Sequels are a tricky business. It’s all too easy to just provide more of the same. Yet at the other end of the spectrum, deviating too far from the original risks losing what made the first title such a success. Gratifyingly, Uncharted 2 does neither – choosing instead to take everything that was great about the excellent if flawed original and turn it up to 11.
Of course, the first thing that people will notice is the stunning graphics. This is a beautiful game. Yet screenshots really don’t do it any justice. Seen in motion, the actual game could easily be mistaken for cut scenes. Nepal in particular fares especially well with its haphazard streets and riotous colour but is far from unique. Towering frozen wastes and lush tropical jungles add their own uniquely striking flavour whilst demonstrating a dizzying level of scale and make the levels feel like genuine locations rather than a series of platforms.
Meanwhile, the exploring and gunplay are now fully enmeshed so that rather than completing an action section before embarking on a leisurely climb, you often find yourself carefully inching along a narrow outcrop only to find enemies suddenly attacking from all angles forcing you to engage them whilst climbing. Given that this is a game that delights in its sheer verticality, such encounters feel suitably epic and heart pounding. Yet even when your feet are firmly on terra firma, the combat remains a frantic and deeply satisfying experience. Whilst it’s easy to stick to cover and pop out for headshots, the destructible nature of your cover coupled with smart enemies who attempt to flank you whilst their allies keep you pinned down necessitates constant repositioning as well as quick bouts of fisticuffs amidst the hail of bullets. And it all goes together seamlessly with dashes and rolls to cover never leaving you in the wrong place – an issue which plagued the original. There’s even the opportunity for stealth takedowns by sneaking behind enemies or climbing below them and pulling them over the edge to their doom. All of which opens up further possibilities for flanking opponents yourself or adapting your strategies to counter their weaponry and equipment, meaning that there’s a lot of choice in how you handle any battle. It’s hardly offering a Deus Ex level of sophistication but it does mean that each encounter plays out differently and feels like you had some genuine input into it. Even more satisfyingly though, you aren’t magically invulnerable to bullets while you struggle hand to hand meaning that every single encounter feels like a mini set piece where the player is only just making it by the skin of their teeth.

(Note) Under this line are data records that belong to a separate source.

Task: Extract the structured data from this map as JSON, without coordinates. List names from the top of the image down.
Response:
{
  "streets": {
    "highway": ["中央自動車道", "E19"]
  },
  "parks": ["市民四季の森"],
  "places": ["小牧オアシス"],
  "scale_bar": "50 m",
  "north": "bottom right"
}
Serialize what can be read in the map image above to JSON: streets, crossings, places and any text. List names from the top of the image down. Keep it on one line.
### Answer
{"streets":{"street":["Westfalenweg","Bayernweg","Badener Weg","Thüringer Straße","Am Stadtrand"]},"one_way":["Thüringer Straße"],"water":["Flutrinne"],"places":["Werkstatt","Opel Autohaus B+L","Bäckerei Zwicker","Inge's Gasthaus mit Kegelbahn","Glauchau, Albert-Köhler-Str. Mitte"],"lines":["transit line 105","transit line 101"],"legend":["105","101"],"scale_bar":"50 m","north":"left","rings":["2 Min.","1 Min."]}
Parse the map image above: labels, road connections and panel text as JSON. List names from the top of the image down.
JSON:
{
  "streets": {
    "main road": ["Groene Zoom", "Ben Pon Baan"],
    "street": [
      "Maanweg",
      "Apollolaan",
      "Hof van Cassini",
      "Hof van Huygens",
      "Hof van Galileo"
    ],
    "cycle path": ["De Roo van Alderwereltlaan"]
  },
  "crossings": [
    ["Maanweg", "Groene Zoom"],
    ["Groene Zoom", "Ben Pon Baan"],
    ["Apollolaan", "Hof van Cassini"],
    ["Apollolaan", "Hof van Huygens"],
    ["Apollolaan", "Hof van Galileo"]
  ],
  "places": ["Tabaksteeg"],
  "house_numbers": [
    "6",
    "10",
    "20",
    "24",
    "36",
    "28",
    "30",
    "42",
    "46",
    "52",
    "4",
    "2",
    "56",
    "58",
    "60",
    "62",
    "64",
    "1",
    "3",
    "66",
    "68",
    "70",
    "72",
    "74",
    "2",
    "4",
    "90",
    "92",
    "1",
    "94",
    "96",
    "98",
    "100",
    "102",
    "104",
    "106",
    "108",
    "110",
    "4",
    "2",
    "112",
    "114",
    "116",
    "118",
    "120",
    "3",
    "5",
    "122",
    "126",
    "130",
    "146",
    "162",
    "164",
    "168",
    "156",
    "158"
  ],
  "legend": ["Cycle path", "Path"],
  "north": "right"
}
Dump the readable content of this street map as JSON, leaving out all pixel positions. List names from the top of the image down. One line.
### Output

But these pale next to the genuine set pieces. The heart pounding opening that sees a wounded Drake climbing up a derailed and literally cliff hanging train has all the elements of a Hollywood blockbuster as well as demonstrating the Uncharted staples of ledges suddenly breaking or debris falling towards you – making every single climb or jump feel more thrilling. Yet such set pieces are everywhere. However, unlike so many other titles, they feel like an organic part of the game rather than tacked on or wholly separate sections. Witness for example, the rooftop battle with a helicopter which ranges over a massive area or Drake’s David and Goliath struggle with a tank that is fought through an entire village teeming with enemies. As such, it feels a little like you are lurching crazily from one set piece to another – be it a scripted event or the organic outcome of your encounters with adversaries. But this is no bad thing. Indeed, the game is played with your heart in your mouth so that you always feel like you’re just one mistake away from death. A feeling which few other titles can match or maintain over the majority of their lifespan. All of which makes the few quiet moments whilst you attempt to solve a puzzle or explore an area as well as the cut scenes themselves something to be genuinely relished as a respite from the action. Then there’s the quality voice acting and genuinely involving story to take into account. It’s hardly going to set the world alight but the continual crosses and double crosses leave you genuinely doubtful as to people’s intentions and who you can trust. Meanwhile the suitably rousing score just adds to the idea that this is a big summer blockbuster and shows exactly how games can match and even better the film industry. Yet there are still a few niggles that just hold Uncharted 2 back from that elusive perfect score.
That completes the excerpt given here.